§ **EXERCISE BRIEF**:
Your reply should consist solely of the number of lines in the data that contain "setLineDash".

§ **SUPPLIED RECORDS**:
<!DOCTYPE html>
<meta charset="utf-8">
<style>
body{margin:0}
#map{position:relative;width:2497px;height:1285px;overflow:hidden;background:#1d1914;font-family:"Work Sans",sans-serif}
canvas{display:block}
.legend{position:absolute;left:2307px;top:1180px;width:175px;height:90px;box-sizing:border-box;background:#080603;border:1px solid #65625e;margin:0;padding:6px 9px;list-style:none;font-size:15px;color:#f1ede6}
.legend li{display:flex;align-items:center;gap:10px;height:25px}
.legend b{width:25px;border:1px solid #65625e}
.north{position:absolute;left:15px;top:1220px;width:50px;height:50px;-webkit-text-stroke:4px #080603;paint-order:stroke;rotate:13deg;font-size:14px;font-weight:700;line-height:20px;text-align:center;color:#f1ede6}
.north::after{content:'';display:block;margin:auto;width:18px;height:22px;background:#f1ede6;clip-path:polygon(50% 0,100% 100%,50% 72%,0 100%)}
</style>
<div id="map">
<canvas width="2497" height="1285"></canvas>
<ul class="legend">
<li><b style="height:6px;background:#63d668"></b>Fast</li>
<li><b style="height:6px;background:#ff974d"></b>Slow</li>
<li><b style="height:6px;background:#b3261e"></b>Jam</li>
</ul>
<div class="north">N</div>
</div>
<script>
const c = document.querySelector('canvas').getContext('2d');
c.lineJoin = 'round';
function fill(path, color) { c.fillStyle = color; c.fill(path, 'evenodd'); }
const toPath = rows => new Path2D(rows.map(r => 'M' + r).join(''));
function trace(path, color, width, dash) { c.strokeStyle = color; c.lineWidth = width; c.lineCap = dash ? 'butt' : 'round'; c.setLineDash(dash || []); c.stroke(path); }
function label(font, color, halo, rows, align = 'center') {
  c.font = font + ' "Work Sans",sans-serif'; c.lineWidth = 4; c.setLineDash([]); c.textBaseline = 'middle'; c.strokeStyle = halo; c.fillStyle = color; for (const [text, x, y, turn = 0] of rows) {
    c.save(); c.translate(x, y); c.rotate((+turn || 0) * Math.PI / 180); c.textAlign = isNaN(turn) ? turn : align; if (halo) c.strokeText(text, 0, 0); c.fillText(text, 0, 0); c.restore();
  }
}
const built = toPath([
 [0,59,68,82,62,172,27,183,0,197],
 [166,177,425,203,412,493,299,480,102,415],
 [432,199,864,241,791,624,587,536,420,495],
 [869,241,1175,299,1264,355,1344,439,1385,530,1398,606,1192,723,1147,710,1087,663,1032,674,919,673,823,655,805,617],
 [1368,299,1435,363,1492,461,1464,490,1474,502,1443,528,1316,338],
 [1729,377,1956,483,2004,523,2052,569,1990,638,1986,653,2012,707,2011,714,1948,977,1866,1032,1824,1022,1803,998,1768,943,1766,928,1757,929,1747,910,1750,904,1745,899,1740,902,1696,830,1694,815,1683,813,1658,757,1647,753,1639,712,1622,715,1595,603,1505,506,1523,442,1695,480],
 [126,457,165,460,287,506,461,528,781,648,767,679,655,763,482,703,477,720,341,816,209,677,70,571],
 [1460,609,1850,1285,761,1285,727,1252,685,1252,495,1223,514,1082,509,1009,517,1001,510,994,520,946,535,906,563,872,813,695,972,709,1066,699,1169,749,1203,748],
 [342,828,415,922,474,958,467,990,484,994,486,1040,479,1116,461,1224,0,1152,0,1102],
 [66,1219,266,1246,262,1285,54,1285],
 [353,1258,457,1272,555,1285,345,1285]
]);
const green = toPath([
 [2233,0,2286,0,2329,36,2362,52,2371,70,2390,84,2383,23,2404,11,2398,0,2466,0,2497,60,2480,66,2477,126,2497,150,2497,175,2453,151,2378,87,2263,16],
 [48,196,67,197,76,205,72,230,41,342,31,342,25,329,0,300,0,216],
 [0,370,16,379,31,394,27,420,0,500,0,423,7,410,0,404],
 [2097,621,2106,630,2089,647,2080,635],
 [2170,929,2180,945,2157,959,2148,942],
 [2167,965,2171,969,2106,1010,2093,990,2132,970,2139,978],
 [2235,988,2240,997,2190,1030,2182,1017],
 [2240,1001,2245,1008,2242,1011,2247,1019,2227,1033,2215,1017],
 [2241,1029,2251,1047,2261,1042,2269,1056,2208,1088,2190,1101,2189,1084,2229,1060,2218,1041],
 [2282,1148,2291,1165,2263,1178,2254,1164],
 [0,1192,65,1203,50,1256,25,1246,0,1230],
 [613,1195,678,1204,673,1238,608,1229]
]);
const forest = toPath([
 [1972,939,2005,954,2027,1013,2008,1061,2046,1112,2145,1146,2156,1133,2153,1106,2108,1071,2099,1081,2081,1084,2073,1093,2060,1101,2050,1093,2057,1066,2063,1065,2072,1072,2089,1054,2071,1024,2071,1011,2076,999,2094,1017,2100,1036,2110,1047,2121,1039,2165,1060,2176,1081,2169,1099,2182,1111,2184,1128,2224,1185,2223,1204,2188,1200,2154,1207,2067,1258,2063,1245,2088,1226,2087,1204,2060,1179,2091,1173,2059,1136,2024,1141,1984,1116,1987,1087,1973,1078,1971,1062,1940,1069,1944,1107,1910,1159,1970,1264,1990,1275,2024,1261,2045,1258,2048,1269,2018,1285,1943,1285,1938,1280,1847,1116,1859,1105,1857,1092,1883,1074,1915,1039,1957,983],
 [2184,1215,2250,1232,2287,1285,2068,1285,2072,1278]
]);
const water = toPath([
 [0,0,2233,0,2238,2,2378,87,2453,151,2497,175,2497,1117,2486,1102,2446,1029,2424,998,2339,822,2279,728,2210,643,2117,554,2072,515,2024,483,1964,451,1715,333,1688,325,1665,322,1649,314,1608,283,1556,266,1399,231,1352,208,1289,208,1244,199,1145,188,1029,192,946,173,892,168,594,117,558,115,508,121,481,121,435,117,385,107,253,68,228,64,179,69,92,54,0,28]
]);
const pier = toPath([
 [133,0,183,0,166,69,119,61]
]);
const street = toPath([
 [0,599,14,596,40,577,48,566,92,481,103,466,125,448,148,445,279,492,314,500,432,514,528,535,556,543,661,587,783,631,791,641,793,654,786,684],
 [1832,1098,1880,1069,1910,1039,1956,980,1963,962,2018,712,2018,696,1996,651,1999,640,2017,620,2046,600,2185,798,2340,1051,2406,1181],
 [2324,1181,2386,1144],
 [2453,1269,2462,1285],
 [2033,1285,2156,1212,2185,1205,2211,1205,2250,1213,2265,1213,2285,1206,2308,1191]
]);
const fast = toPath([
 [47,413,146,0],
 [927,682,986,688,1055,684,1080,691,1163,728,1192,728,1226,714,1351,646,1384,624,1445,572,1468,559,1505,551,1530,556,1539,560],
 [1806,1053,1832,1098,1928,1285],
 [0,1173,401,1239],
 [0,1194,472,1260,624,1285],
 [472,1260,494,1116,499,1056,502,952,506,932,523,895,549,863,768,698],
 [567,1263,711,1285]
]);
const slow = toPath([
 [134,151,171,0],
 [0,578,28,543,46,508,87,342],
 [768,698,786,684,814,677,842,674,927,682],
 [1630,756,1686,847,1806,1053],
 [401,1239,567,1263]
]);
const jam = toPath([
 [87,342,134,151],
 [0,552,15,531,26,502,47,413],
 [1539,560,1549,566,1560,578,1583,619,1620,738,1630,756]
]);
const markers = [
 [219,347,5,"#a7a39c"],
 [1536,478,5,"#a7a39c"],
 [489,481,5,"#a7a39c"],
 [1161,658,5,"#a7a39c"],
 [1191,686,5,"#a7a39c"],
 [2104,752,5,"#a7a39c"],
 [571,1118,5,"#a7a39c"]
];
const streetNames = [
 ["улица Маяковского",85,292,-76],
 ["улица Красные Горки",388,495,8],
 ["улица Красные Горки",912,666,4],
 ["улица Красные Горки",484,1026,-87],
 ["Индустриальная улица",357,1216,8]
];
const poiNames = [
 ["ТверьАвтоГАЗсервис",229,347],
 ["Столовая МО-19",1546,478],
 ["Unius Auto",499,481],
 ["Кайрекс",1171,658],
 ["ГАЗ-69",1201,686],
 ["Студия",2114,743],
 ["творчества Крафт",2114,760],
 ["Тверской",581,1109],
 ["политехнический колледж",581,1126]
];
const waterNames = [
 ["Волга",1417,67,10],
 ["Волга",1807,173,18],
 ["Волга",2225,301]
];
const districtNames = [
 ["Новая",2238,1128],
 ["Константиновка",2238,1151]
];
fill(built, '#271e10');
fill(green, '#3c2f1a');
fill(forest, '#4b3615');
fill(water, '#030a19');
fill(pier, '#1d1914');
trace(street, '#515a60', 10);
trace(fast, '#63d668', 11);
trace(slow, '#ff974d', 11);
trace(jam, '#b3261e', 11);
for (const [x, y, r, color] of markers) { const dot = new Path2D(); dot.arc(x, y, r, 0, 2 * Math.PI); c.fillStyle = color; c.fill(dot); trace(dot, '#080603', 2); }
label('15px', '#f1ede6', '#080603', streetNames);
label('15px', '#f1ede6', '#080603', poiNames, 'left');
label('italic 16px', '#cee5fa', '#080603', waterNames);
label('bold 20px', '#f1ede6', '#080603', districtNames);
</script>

§ **FINISHED EXERCISE**:
2